(RECORDS FOR PROCESSING begins)

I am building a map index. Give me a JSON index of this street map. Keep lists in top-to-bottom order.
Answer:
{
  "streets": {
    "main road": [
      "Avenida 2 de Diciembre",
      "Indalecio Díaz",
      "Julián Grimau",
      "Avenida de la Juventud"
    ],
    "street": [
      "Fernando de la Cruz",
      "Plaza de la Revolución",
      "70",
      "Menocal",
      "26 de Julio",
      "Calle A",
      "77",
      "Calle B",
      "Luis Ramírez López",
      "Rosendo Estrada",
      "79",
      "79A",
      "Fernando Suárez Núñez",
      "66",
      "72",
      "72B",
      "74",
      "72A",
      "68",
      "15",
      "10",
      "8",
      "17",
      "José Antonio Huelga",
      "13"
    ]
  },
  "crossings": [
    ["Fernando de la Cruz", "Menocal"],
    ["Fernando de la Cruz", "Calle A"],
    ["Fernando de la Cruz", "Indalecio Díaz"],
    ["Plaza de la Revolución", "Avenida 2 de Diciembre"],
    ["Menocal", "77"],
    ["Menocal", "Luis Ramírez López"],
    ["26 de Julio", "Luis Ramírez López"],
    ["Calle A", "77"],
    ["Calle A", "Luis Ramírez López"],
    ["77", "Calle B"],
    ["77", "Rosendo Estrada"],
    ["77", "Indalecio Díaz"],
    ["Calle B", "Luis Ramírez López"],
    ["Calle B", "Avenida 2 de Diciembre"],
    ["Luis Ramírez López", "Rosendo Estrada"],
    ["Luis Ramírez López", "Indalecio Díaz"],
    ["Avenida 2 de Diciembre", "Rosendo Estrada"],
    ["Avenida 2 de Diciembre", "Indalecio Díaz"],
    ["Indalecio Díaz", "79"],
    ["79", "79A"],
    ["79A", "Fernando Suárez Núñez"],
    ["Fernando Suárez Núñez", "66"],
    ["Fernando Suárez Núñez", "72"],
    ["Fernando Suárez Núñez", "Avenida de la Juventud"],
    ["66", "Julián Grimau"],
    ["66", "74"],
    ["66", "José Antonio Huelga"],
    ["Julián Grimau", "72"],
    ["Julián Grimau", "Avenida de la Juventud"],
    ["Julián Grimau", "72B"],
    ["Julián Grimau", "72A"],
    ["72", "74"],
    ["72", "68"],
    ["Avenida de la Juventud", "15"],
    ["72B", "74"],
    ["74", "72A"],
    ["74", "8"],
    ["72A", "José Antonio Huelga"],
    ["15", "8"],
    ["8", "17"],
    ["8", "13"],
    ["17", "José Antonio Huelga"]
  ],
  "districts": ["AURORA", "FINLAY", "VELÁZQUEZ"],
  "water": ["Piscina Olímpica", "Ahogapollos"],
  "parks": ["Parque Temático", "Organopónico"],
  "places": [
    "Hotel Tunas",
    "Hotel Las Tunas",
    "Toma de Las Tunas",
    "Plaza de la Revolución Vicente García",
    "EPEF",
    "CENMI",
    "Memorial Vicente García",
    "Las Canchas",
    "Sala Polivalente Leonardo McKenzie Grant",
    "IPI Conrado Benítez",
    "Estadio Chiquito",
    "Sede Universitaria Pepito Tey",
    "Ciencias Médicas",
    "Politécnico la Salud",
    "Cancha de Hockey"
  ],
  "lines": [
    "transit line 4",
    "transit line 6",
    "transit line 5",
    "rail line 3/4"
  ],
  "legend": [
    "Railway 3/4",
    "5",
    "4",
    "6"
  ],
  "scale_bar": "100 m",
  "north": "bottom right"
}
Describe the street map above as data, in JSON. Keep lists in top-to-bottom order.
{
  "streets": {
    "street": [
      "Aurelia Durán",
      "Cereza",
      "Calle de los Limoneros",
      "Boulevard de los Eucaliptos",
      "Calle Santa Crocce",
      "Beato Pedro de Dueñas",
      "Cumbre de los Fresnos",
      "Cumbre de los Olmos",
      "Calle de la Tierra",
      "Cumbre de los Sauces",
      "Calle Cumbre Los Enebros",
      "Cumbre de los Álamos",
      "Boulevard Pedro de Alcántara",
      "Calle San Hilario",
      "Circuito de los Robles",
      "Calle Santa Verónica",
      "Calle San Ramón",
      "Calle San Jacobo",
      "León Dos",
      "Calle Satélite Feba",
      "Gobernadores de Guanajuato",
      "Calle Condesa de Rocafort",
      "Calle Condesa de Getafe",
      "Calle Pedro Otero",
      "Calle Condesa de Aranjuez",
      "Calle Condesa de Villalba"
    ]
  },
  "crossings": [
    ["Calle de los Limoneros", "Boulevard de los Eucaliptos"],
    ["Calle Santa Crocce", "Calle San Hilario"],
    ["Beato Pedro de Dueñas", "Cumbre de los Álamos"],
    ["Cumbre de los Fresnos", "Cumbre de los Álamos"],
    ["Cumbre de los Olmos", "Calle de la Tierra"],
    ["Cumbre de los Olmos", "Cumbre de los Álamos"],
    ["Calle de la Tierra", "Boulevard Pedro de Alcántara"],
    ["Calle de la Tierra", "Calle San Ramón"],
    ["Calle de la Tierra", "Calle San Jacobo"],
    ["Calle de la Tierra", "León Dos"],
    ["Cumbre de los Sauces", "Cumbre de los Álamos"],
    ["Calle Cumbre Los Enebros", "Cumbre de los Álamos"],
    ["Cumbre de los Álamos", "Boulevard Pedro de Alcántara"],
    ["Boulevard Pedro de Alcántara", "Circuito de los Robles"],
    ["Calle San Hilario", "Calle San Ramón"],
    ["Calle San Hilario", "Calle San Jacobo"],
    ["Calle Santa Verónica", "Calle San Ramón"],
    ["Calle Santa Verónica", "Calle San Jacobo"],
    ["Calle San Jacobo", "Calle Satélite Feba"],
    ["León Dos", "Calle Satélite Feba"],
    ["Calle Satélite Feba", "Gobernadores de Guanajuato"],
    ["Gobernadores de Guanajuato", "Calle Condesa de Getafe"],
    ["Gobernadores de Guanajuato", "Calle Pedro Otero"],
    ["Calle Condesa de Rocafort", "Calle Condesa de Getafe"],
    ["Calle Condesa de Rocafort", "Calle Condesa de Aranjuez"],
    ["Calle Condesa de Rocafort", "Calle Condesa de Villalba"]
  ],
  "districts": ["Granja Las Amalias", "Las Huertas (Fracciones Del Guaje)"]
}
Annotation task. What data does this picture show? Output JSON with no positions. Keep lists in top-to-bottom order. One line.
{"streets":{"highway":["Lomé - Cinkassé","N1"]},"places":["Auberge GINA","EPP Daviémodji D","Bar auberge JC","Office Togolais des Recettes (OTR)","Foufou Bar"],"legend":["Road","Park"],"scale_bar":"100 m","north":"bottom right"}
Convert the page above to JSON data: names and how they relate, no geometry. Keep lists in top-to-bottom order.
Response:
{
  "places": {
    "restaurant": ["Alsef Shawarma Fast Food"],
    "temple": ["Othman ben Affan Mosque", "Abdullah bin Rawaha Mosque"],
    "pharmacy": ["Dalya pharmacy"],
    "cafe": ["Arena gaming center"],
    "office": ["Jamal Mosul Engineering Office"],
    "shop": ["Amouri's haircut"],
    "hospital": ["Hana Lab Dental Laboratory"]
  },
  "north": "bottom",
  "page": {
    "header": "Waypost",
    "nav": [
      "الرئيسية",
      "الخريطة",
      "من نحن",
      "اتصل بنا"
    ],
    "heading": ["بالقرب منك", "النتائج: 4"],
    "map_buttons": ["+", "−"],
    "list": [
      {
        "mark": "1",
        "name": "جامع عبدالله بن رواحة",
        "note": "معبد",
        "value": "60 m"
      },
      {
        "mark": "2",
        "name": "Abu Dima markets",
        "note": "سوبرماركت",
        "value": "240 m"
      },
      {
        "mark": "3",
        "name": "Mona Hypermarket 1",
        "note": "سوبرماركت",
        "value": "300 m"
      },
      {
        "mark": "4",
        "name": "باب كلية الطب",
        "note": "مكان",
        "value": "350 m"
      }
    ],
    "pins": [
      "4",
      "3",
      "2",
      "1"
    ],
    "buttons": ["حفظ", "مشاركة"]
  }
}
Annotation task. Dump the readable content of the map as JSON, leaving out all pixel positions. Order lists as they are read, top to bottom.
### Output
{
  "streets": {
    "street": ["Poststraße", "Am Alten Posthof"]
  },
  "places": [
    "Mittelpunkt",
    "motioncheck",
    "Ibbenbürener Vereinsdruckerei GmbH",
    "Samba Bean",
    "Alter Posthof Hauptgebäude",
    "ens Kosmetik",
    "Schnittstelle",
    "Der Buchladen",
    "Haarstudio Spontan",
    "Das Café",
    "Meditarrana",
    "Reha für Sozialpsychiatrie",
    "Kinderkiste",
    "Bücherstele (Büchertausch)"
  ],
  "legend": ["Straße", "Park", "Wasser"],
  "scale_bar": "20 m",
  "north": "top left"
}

(RECORDS FOR PROCESSING ends)

ACTIVITY:
Copy out each line of the records that holds the string "Tierra".

OUTPUT BELOW:
      "Calle de la Tierra",
    ["Cumbre de los Olmos", "Calle de la Tierra"],
    ["Calle de la Tierra", "Boulevard Pedro de Alcántara"],
    ["Calle de la Tierra", "Calle San Ramón"],
    ["Calle de la Tierra", "Calle San Jacobo"],
    ["Calle de la Tierra", "León Dos"],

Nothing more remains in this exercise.